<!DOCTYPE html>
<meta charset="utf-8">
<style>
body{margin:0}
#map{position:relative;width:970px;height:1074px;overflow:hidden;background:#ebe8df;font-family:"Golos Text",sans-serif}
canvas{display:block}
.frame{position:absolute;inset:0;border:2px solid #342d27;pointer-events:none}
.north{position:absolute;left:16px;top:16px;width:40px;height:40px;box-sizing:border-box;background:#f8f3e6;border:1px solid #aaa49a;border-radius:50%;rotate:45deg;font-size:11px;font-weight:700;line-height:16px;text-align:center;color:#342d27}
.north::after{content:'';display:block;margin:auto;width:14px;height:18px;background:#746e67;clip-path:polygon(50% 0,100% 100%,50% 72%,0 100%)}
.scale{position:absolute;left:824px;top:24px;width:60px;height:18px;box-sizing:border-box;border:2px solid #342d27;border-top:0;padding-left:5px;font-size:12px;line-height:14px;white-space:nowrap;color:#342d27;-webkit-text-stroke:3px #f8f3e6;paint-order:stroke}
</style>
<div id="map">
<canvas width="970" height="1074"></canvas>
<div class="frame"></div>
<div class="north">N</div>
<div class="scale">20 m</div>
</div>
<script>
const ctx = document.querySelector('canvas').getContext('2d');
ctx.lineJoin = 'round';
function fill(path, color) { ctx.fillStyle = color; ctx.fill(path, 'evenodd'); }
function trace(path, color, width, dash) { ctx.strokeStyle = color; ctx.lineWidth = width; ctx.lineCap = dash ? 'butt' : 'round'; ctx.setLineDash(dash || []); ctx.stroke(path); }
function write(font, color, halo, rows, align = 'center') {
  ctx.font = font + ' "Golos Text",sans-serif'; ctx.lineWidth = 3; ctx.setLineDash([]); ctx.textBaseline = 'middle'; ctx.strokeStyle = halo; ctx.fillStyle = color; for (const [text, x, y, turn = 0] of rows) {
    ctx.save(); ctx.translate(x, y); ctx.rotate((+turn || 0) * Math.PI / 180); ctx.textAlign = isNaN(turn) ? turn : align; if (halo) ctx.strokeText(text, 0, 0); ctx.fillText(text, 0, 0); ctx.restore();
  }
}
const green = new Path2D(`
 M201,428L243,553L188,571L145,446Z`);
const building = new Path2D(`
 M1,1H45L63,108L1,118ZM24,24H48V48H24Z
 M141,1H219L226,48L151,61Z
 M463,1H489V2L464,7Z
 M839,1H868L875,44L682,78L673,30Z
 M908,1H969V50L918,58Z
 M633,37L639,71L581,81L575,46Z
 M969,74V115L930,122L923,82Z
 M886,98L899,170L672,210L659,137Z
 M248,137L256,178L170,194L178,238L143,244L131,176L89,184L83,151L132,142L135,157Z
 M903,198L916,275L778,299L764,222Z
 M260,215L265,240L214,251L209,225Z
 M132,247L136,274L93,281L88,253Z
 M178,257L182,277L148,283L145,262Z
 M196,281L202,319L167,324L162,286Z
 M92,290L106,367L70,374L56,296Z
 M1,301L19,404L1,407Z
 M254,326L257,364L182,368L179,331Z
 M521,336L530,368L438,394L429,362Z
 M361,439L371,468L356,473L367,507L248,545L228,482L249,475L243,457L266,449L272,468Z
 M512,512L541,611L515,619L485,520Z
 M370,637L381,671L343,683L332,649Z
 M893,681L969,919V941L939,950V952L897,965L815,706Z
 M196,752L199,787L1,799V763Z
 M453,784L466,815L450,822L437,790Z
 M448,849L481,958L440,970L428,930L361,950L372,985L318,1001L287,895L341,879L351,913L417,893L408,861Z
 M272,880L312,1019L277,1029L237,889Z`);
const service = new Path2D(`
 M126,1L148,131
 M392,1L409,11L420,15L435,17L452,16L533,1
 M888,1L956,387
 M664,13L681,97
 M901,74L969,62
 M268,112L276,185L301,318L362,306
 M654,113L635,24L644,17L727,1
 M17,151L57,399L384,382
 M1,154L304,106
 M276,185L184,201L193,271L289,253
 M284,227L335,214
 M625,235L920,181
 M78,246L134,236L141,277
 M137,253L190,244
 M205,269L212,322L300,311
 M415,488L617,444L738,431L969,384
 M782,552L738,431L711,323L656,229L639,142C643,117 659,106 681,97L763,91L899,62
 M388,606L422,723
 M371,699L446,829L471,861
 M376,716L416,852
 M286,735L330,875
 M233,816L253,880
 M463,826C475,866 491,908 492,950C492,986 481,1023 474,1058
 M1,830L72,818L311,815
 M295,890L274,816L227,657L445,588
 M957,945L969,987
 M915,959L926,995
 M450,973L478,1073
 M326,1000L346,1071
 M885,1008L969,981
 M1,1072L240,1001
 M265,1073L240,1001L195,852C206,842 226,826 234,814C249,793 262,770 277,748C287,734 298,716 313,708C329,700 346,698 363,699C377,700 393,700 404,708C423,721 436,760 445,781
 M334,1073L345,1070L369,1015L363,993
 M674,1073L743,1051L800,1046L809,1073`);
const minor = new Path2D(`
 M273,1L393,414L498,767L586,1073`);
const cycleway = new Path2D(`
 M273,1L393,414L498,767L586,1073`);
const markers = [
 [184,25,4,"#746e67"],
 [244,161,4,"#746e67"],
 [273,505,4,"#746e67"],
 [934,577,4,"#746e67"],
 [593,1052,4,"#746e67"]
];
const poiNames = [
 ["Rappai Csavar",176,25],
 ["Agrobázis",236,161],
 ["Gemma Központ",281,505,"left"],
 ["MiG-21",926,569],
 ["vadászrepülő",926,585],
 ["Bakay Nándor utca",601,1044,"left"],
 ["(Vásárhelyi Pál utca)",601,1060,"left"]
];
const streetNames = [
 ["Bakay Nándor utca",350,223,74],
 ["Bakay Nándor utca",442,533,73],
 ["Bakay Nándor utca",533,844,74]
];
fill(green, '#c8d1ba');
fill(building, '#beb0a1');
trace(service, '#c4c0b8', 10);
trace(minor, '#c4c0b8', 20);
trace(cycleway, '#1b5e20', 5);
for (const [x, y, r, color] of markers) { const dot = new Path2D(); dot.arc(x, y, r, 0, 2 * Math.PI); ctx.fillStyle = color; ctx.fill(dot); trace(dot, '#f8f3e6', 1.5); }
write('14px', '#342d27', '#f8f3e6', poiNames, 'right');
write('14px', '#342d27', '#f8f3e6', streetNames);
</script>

※

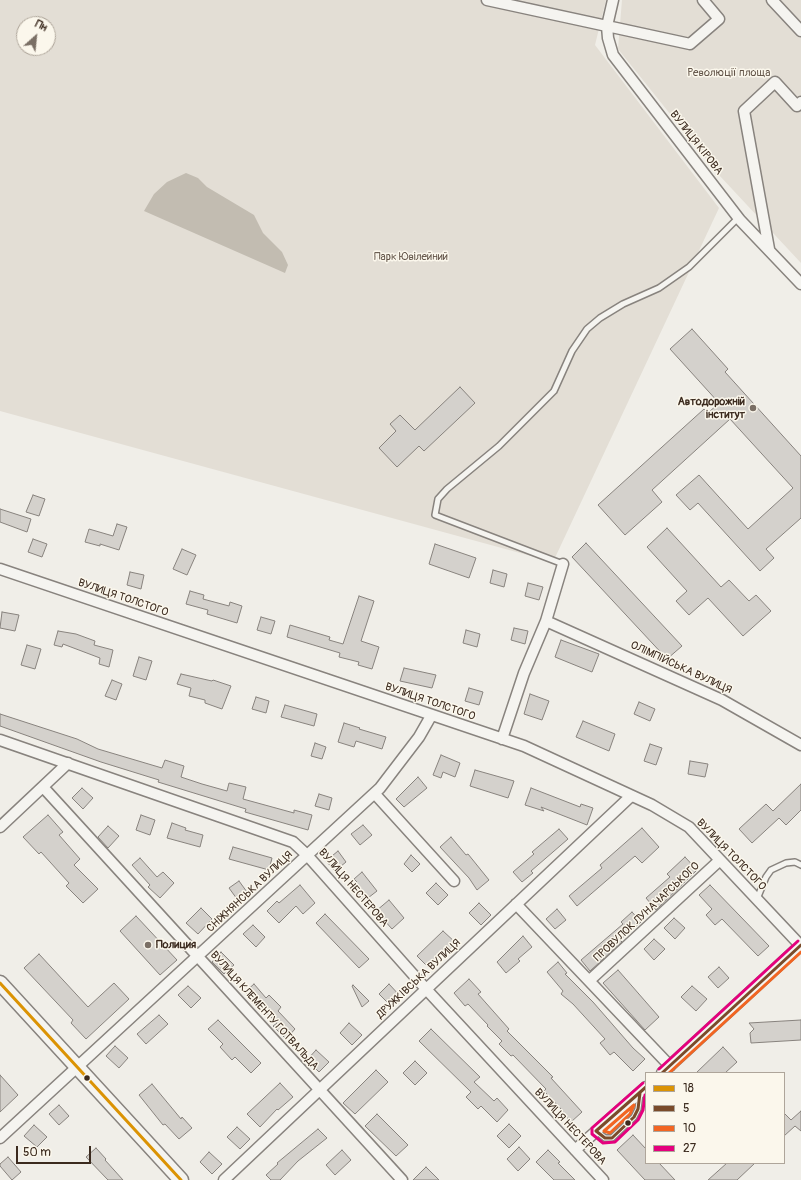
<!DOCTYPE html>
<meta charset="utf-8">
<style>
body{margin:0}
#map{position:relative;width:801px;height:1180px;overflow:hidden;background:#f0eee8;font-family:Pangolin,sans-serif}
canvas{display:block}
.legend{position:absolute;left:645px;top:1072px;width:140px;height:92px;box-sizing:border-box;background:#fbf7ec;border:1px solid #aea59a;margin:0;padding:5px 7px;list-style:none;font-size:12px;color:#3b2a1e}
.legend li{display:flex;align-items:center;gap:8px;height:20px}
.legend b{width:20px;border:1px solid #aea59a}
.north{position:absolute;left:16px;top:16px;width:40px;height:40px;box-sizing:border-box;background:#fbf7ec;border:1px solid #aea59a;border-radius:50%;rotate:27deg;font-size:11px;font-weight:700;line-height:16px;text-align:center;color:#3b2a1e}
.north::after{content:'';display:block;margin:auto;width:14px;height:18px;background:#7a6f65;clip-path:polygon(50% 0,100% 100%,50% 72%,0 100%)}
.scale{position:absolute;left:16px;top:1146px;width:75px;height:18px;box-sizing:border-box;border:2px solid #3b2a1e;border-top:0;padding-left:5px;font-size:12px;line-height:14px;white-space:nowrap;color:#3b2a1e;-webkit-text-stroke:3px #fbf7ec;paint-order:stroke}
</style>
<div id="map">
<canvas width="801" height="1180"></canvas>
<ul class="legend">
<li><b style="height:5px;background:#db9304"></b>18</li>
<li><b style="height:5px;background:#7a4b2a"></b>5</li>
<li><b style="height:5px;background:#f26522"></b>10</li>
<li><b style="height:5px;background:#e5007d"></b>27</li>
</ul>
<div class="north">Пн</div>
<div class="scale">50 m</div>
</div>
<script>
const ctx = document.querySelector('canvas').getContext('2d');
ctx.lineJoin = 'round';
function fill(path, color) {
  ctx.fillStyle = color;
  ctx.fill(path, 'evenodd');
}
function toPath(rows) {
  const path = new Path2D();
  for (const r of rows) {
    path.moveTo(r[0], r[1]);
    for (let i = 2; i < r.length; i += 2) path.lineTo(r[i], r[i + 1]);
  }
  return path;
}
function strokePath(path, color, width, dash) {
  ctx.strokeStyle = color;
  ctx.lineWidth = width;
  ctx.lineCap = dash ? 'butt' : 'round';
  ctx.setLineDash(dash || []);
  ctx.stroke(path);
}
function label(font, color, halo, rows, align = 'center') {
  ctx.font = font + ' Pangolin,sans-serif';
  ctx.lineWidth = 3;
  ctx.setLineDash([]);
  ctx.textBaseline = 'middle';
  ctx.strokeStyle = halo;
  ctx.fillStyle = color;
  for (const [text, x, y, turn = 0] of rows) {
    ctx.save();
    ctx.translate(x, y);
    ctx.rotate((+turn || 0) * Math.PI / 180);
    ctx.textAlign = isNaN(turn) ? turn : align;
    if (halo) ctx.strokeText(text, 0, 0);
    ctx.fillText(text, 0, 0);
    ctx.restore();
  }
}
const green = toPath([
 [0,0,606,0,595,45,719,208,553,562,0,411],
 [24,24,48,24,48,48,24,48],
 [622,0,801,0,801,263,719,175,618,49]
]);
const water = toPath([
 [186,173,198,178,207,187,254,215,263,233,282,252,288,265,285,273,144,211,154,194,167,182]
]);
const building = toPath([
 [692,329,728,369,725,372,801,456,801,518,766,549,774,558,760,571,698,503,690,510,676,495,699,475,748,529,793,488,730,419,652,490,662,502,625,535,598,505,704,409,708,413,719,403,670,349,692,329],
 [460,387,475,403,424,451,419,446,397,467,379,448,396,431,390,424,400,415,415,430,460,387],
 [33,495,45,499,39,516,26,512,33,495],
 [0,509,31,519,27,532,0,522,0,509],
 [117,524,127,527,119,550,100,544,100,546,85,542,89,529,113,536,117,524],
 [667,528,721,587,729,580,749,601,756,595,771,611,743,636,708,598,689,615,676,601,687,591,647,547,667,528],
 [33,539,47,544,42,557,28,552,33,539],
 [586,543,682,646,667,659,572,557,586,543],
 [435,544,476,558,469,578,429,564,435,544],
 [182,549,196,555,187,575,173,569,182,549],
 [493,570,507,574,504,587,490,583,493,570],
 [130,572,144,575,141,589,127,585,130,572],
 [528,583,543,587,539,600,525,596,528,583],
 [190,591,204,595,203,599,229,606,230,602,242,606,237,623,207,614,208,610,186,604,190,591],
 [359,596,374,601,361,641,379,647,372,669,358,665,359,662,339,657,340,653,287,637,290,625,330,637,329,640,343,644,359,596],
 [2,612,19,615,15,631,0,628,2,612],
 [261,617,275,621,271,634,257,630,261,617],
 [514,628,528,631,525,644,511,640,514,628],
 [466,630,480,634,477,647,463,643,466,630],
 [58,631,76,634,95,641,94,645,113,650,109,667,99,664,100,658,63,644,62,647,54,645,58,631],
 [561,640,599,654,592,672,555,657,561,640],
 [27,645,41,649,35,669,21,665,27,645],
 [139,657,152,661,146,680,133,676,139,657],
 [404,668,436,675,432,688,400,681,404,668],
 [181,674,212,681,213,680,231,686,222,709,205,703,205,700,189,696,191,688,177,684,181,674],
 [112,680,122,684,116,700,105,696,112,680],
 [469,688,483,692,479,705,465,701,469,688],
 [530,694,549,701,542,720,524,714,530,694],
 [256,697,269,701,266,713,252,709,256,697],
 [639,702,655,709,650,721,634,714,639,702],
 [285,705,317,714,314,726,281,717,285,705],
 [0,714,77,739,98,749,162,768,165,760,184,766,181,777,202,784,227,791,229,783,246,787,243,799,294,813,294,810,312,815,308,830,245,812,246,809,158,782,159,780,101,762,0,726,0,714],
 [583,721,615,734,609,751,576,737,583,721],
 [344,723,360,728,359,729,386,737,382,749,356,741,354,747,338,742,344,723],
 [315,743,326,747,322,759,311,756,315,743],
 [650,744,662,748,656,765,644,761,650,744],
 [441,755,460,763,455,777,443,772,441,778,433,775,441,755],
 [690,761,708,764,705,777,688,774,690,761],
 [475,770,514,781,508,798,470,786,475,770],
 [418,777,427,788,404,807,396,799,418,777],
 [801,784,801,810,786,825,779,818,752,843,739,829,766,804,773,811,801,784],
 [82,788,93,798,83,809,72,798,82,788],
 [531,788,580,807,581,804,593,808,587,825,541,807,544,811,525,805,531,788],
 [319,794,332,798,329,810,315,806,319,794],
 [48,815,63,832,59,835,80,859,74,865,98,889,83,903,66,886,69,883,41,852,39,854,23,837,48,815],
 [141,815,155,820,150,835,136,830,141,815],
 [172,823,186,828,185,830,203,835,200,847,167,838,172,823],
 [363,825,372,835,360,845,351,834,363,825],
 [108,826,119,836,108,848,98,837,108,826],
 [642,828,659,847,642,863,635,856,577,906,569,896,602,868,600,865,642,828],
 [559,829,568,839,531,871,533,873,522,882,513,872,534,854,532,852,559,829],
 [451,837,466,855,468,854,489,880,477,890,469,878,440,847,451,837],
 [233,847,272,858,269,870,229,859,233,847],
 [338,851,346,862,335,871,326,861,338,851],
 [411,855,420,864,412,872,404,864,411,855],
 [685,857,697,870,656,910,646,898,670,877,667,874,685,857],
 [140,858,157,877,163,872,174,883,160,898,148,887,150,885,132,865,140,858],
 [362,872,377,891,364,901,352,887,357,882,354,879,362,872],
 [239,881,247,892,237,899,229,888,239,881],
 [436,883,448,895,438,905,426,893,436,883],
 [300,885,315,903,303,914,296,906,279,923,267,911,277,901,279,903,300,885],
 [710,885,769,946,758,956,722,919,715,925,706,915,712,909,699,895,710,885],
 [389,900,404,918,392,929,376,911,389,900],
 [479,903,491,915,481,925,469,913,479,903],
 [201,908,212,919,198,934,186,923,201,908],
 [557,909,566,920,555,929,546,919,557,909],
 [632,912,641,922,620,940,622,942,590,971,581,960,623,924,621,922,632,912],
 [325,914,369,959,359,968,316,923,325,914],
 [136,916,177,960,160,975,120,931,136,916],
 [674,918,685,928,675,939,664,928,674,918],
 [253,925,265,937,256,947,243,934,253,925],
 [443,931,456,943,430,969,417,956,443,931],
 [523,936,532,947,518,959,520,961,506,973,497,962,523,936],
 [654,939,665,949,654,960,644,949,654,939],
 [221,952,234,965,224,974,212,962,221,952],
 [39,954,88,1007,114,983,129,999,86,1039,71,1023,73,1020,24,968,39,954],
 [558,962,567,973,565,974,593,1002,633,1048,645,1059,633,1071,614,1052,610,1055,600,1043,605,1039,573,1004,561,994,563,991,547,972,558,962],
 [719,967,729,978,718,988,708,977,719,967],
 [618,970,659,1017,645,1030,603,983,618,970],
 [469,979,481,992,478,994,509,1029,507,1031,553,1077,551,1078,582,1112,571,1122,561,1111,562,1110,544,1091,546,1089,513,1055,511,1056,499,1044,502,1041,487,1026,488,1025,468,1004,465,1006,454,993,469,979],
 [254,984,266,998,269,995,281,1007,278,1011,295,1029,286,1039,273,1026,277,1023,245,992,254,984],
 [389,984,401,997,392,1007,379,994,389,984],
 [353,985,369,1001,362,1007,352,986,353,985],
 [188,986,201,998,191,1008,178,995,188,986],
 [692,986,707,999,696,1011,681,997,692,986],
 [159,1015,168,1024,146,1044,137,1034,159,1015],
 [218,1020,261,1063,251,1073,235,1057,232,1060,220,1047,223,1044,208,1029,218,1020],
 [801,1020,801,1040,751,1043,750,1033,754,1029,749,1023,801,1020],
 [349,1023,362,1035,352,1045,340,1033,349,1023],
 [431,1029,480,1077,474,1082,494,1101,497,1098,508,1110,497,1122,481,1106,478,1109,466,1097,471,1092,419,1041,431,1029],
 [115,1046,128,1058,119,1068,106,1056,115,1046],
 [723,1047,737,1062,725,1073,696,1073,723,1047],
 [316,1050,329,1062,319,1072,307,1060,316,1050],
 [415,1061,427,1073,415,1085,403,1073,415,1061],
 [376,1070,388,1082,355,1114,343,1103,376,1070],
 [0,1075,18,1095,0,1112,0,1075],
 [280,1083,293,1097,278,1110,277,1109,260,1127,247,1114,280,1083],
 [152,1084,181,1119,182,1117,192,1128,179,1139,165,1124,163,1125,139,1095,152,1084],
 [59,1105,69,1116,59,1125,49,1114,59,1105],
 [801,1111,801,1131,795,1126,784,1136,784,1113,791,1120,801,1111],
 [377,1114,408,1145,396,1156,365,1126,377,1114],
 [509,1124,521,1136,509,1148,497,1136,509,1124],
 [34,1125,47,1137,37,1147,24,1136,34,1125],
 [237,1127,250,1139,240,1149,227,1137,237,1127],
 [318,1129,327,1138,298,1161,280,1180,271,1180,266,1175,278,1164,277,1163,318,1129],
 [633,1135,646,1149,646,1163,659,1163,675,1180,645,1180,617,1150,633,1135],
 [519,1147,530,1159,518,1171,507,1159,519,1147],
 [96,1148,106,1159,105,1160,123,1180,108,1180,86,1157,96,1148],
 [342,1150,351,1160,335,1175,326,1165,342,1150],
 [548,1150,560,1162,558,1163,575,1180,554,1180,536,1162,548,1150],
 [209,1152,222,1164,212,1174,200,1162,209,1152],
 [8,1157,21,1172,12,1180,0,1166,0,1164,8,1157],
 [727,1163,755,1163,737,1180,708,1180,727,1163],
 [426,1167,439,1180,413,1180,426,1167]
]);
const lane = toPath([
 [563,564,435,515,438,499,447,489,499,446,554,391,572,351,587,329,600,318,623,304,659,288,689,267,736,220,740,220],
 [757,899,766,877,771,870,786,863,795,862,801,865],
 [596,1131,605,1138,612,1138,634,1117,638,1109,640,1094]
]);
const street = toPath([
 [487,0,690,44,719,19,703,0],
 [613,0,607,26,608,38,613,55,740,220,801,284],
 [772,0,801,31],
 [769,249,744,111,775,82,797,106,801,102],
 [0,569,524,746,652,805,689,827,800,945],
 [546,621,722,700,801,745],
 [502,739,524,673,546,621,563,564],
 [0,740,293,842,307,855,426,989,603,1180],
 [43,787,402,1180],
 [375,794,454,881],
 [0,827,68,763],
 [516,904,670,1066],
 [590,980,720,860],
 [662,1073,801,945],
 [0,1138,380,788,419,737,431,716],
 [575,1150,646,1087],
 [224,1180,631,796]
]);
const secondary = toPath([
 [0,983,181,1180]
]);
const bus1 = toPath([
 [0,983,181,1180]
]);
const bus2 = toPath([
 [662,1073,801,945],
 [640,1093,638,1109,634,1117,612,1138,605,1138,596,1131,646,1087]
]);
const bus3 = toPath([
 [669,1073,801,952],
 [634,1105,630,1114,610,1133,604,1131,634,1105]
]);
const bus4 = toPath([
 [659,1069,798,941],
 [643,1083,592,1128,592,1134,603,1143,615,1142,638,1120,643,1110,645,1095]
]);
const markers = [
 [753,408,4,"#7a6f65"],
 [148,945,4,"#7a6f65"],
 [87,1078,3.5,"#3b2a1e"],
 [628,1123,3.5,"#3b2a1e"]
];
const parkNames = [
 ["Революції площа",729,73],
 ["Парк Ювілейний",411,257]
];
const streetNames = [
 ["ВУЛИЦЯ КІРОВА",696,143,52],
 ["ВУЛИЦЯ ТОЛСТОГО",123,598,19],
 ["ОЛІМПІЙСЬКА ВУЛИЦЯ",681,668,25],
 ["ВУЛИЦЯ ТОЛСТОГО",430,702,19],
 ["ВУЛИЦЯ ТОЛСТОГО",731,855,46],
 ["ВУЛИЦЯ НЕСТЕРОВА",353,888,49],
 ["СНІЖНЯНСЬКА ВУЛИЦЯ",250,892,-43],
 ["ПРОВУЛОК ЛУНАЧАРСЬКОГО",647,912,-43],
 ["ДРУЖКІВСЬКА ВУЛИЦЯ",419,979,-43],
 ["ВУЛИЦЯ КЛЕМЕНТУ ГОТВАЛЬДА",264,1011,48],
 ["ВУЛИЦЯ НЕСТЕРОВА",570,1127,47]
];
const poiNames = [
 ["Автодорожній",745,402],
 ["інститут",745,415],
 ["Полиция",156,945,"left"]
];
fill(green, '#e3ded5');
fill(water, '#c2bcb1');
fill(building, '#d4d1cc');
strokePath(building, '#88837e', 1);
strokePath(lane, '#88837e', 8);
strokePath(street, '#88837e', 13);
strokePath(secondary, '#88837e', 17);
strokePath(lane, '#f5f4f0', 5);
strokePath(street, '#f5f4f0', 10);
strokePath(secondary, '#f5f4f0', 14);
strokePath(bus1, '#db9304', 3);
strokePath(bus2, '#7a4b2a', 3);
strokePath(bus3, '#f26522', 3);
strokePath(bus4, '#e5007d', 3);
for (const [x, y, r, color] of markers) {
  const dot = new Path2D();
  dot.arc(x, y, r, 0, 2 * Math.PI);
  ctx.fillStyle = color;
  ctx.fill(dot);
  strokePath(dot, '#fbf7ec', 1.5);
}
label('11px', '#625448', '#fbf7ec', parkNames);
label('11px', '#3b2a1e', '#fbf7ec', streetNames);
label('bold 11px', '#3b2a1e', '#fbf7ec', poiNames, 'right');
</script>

※

WHAT IS BEING ASKED:
All lines with the word "isNaN" are needed; pull them from the entries and copy each.

EXERCISE OUTPUT:
    ctx.save(); ctx.translate(x, y); ctx.rotate((+turn || 0) * Math.PI / 180); ctx.textAlign = isNaN(turn) ? turn : align; if (halo) ctx.strokeText(text, 0, 0); ctx.fillText(text, 0, 0); ctx.restore();
    ctx.textAlign = isNaN(turn) ? turn : align;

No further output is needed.